● **What the task requires**: Retype the data below exactly, skipping pictures.

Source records
+ + + + +

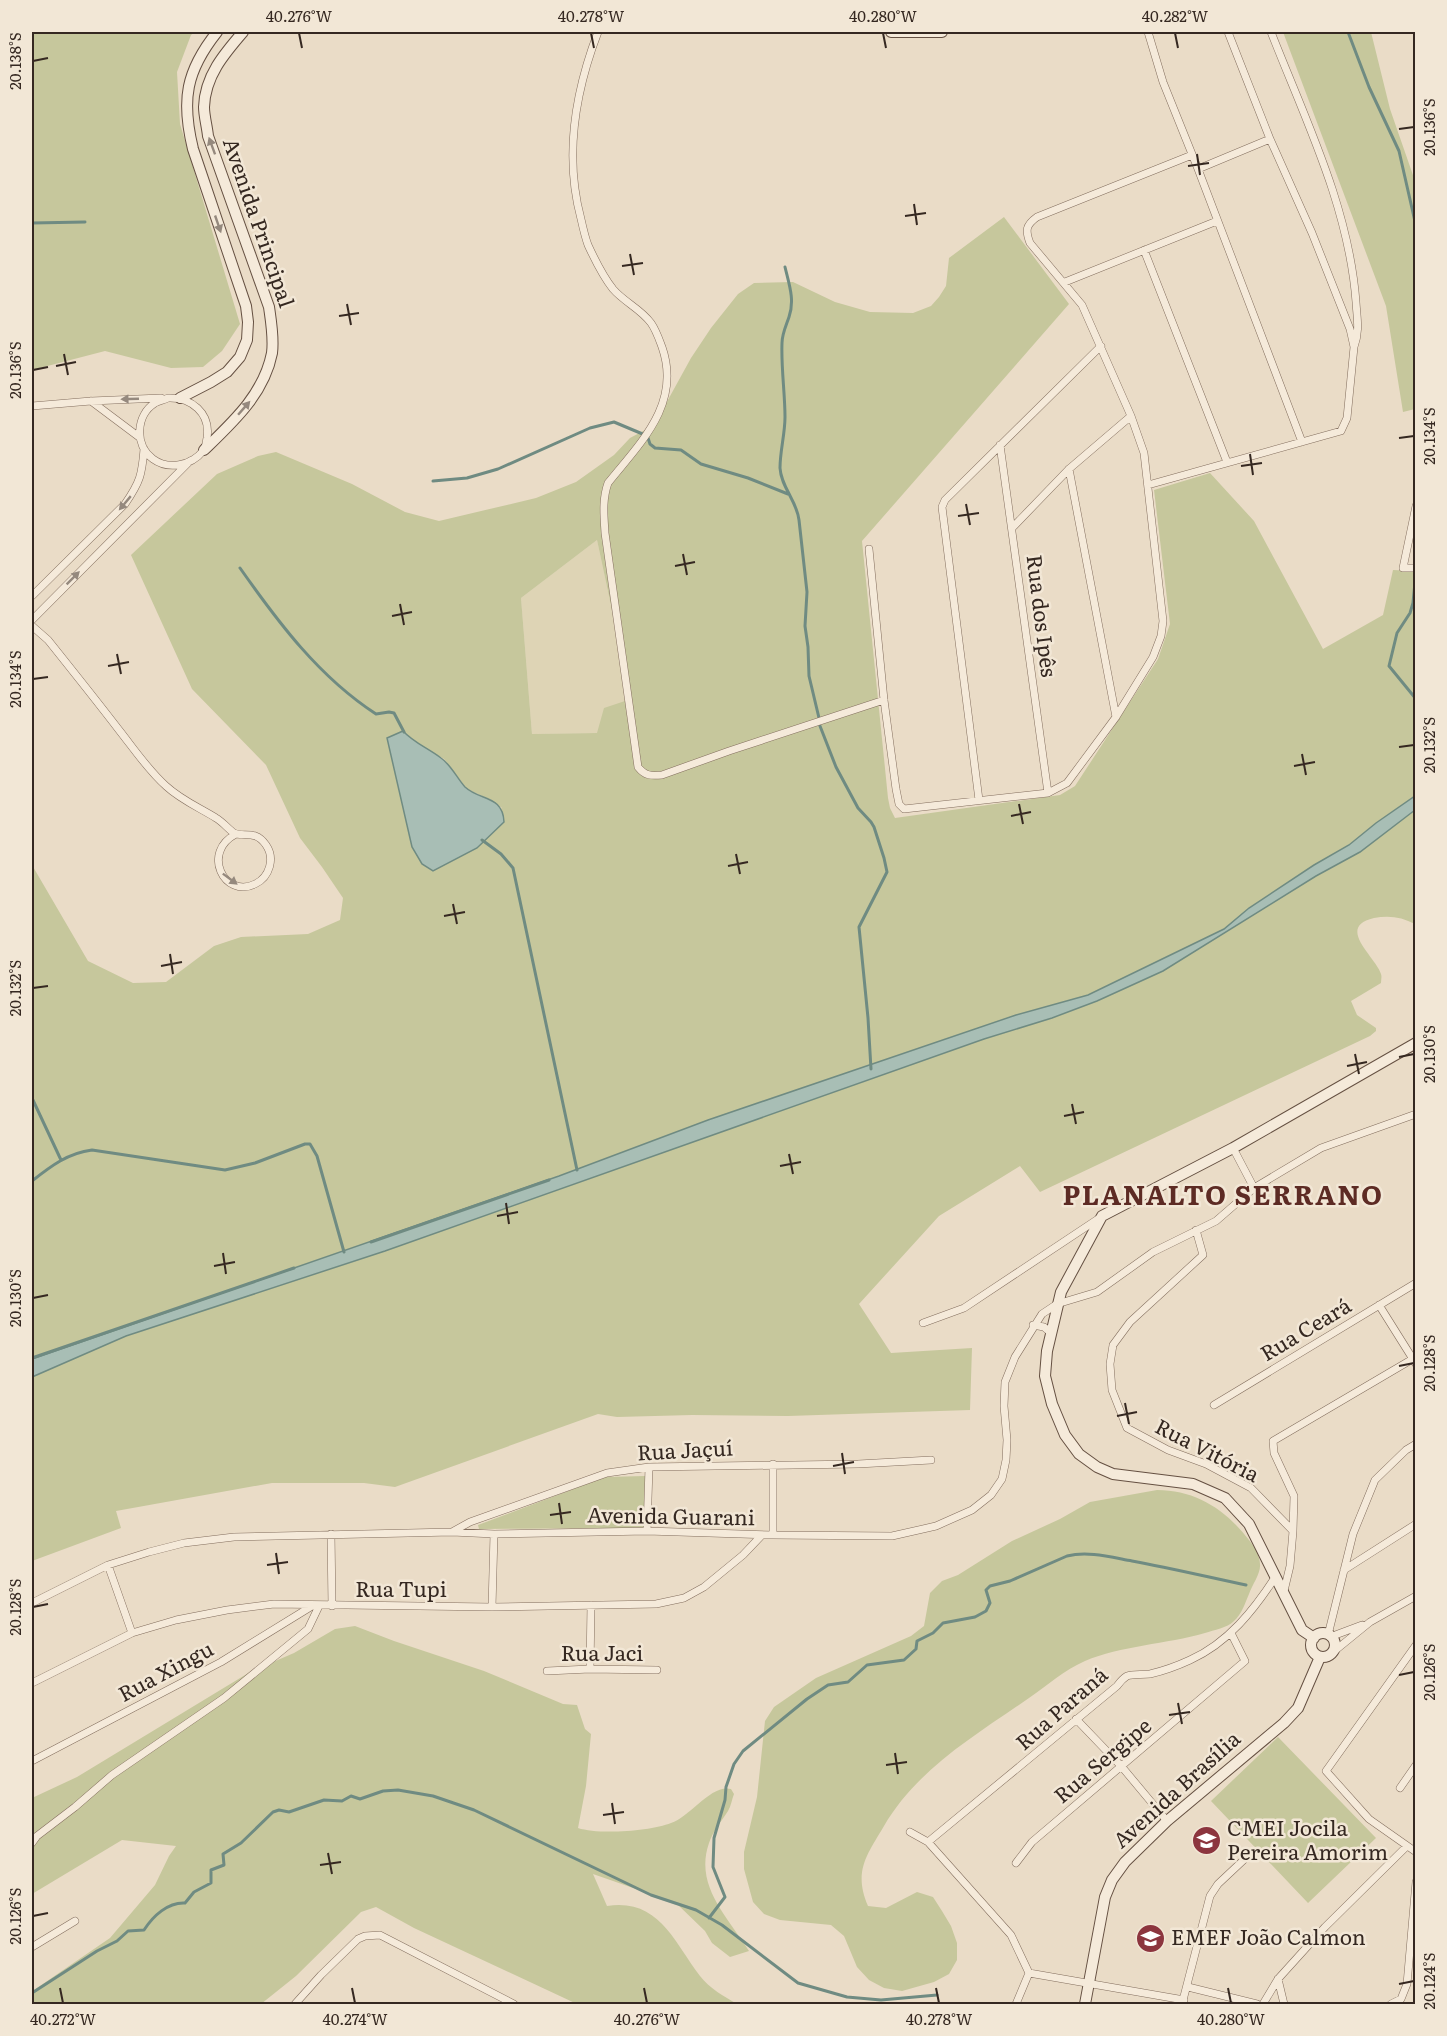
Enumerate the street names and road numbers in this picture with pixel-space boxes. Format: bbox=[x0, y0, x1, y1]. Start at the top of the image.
street label: Avenida Principal bbox=[217, 133, 304, 311]
street label: Rua dos Ipês bbox=[1021, 553, 1066, 679]
street label: Rua Ceará bbox=[1253, 1288, 1357, 1367]
street label: Rua Vitória bbox=[1151, 1409, 1266, 1489]
street label: Rua Jaçuí bbox=[636, 1431, 734, 1466]
street label: Avenida Guarani bbox=[587, 1498, 755, 1531]
street label: Rua Tupi bbox=[355, 1572, 447, 1603]
street label: Rua Xingu bbox=[112, 1632, 218, 1708]
street label: Rua Jaci bbox=[561, 1636, 643, 1667]
street label: Rua Paraná bbox=[1007, 1658, 1114, 1756]
street label: Rua Sergipe bbox=[1046, 1709, 1157, 1809]
street label: Avenida Brasília bbox=[1105, 1722, 1246, 1854]

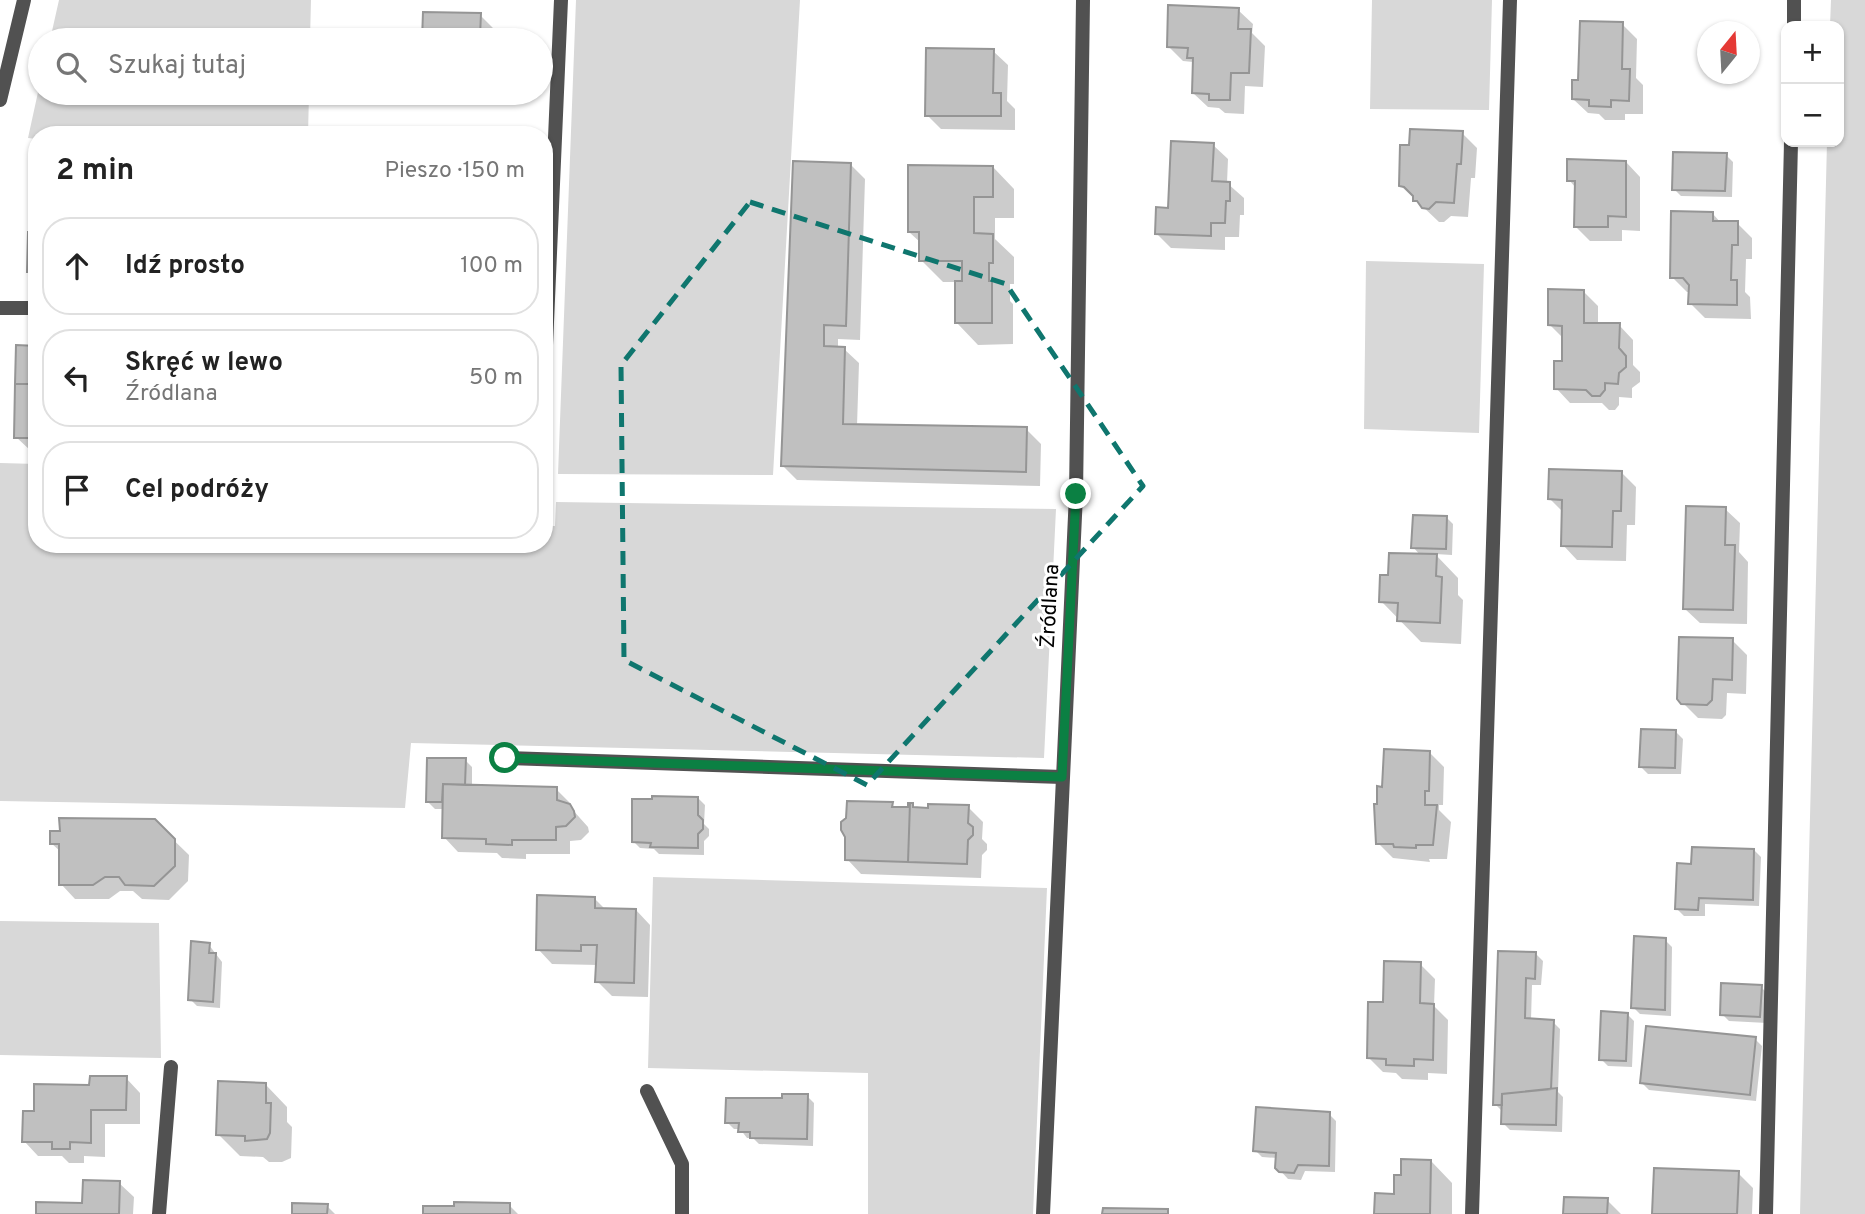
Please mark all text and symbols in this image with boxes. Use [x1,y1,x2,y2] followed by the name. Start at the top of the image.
[1697,21,1760,84] north arrow
[1781,21,1844,147] map controls
[1781,21,1844,84] button: +
[28,28,553,105] search box
[52,48,90,86] icon: search
[108,50,246,83] text: Szukaj tutaj
[1781,84,1844,147] button: −
[56,153,134,190] text: 2 min
[384,157,525,186] text: Pieszo · 150 m
[58,247,96,285] icon: ahead
[125,250,245,283] text: Idź prosto
[460,252,523,281] text: 100 m
[125,347,283,380] text: Skręć w lewo
[58,359,96,397] icon: left
[469,364,523,393] text: 50 m
[125,380,218,409] text: Źródlana
[58,471,96,509] icon: arrive
[125,474,269,507] text: Cel podróży
[1060,478,1091,509] route end
[1034,563,1066,649] street label: Źródlana
[489,742,520,773] route start

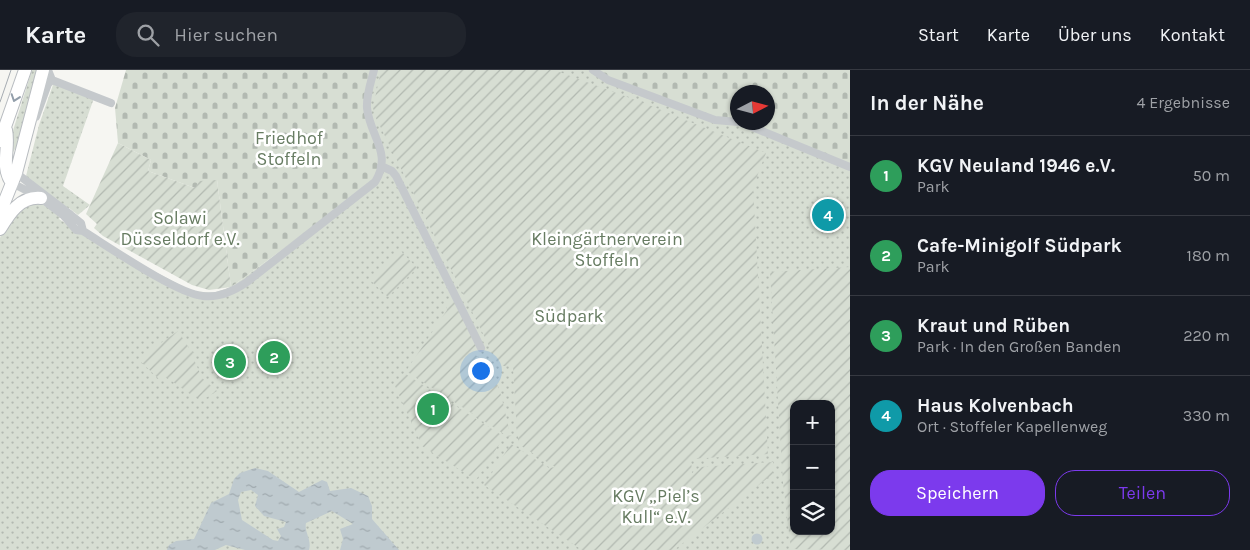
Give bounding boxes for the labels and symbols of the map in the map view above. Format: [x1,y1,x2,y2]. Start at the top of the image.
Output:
north arrow [730,85,775,130]
one-way arrow [11,93,21,102]
park label: Friedhof Stoffeln [255,127,324,170]
pin: 4 [812,196,844,234]
park label: Solawi Düsseldorf e.V. [120,207,240,250]
park label: Kleingärtnerverein Stoffeln [531,228,683,271]
park label: Südpark [534,305,604,327]
pin: 2 [258,338,290,376]
pin: 3 [214,343,246,381]
your location [468,358,494,384]
pin: 1 [417,390,449,428]
park label: KGV „Piel’s Kull“ e.V. [612,485,700,528]

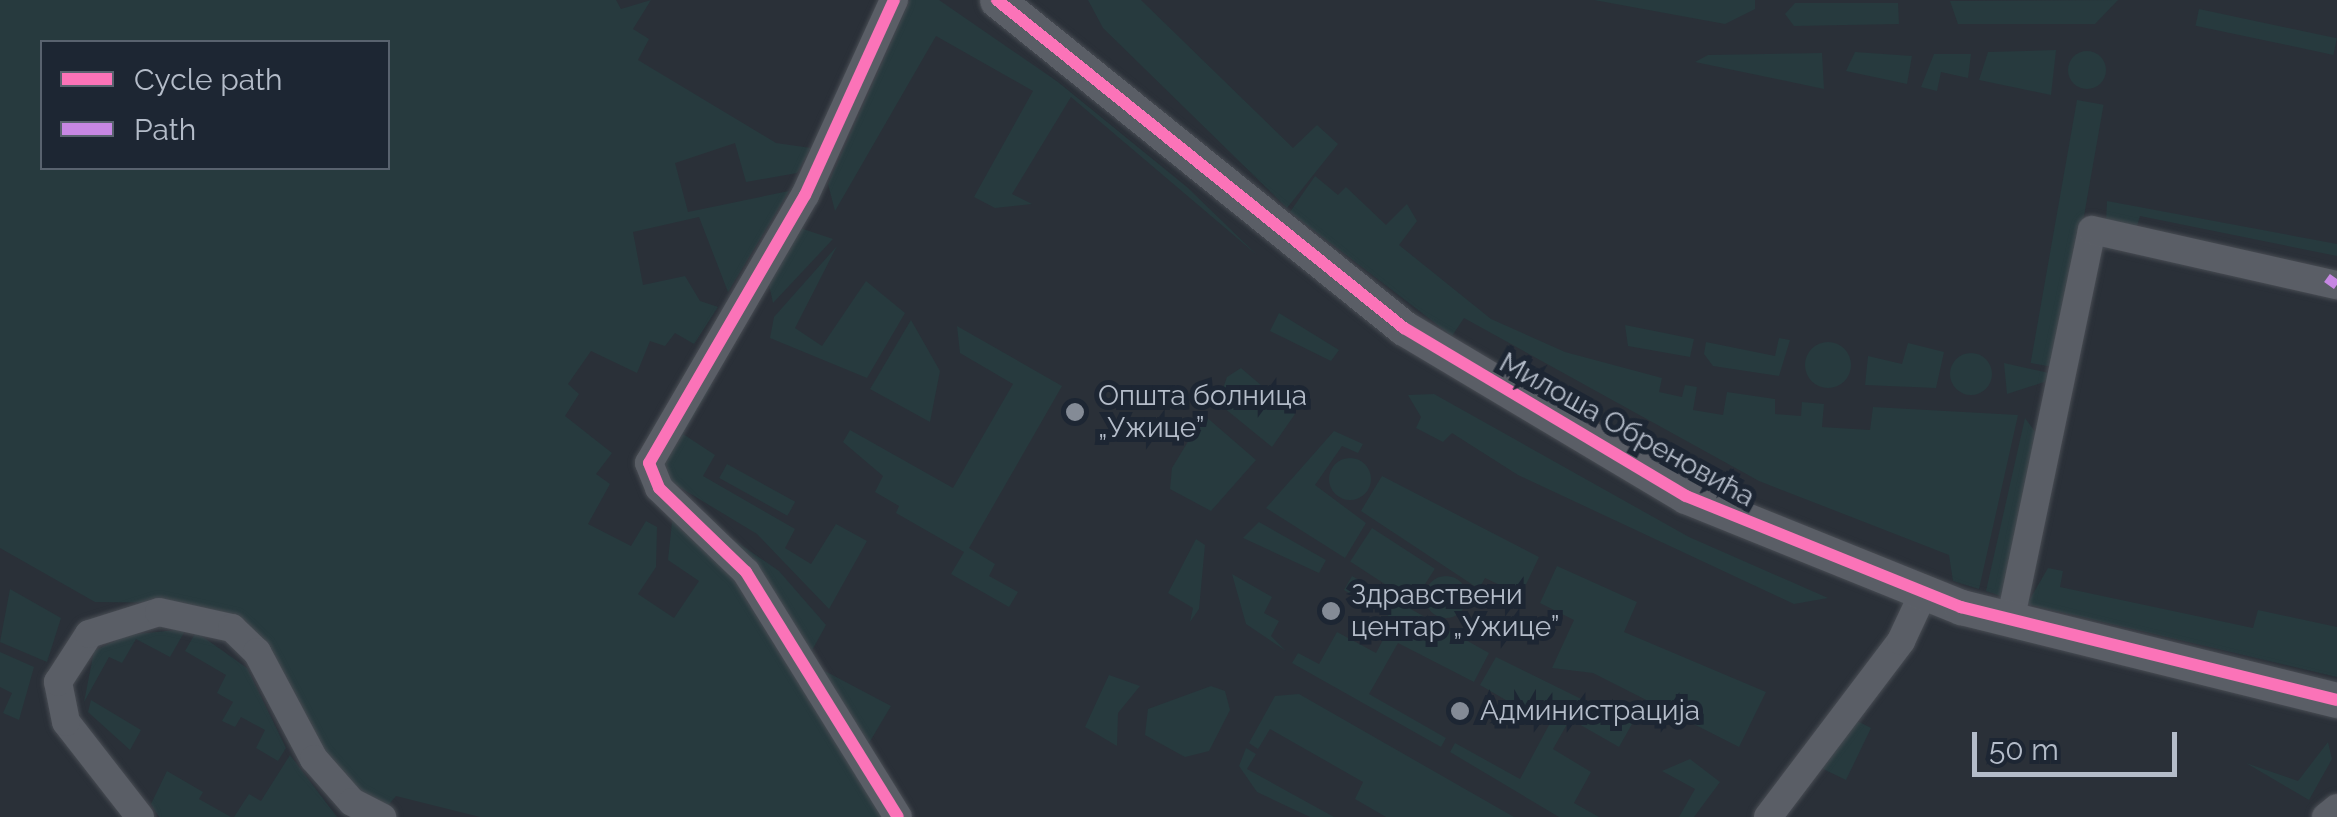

+ + + + +

● **Task result**:
Enumerate the street names and road numbers in this picture with pixel-space boxes. Format: bbox=[x0, y0, x1, y1]. Start at the top of the image.
street label: Avenida Principal bbox=[217, 133, 304, 311]
street label: Rua dos Ipês bbox=[1021, 553, 1066, 679]
street label: Rua Ceará bbox=[1253, 1288, 1357, 1367]
street label: Rua Vitória bbox=[1151, 1409, 1266, 1489]
street label: Rua Jaçuí bbox=[636, 1431, 734, 1466]
street label: Avenida Guarani bbox=[587, 1498, 755, 1531]
street label: Rua Tupi bbox=[355, 1572, 447, 1603]
street label: Rua Xingu bbox=[112, 1632, 218, 1708]
street label: Rua Jaci bbox=[561, 1636, 643, 1667]
street label: Rua Paraná bbox=[1007, 1658, 1114, 1756]
street label: Rua Sergipe bbox=[1046, 1709, 1157, 1809]
street label: Avenida Brasília bbox=[1105, 1722, 1246, 1854]

Please mark all text and symbols in this image with boxes. Use [x1,y1,x2,y2] followed by the name. Start at the top of the image.
[1697,21,1760,84] north arrow
[1781,21,1844,147] map controls
[1781,21,1844,84] button: +
[28,28,553,105] search box
[52,48,90,86] icon: search
[108,50,246,83] text: Szukaj tutaj
[1781,84,1844,147] button: −
[56,153,134,190] text: 2 min
[384,157,525,186] text: Pieszo · 150 m
[58,247,96,285] icon: ahead
[125,250,245,283] text: Idź prosto
[460,252,523,281] text: 100 m
[125,347,283,380] text: Skręć w lewo
[58,359,96,397] icon: left
[469,364,523,393] text: 50 m
[125,380,218,409] text: Źródlana
[58,471,96,509] icon: arrive
[125,474,269,507] text: Cel podróży
[1060,478,1091,509] route end
[1034,563,1066,649] street label: Źródlana
[489,742,520,773] route start

Give bounding boxes for the labels and symbols of the map in the map view above. Format: [x1,y1,x2,y2]. Start at the top of the image.
Output:
north arrow [730,85,775,130]
one-way arrow [11,93,21,102]
park label: Friedhof Stoffeln [255,127,324,170]
pin: 4 [812,196,844,234]
park label: Solawi Düsseldorf e.V. [120,207,240,250]
park label: Kleingärtnerverein Stoffeln [531,228,683,271]
park label: Südpark [534,305,604,327]
pin: 2 [258,338,290,376]
pin: 3 [214,343,246,381]
your location [468,358,494,384]
pin: 1 [417,390,449,428]
park label: KGV „Piel’s Kull“ e.V. [612,485,700,528]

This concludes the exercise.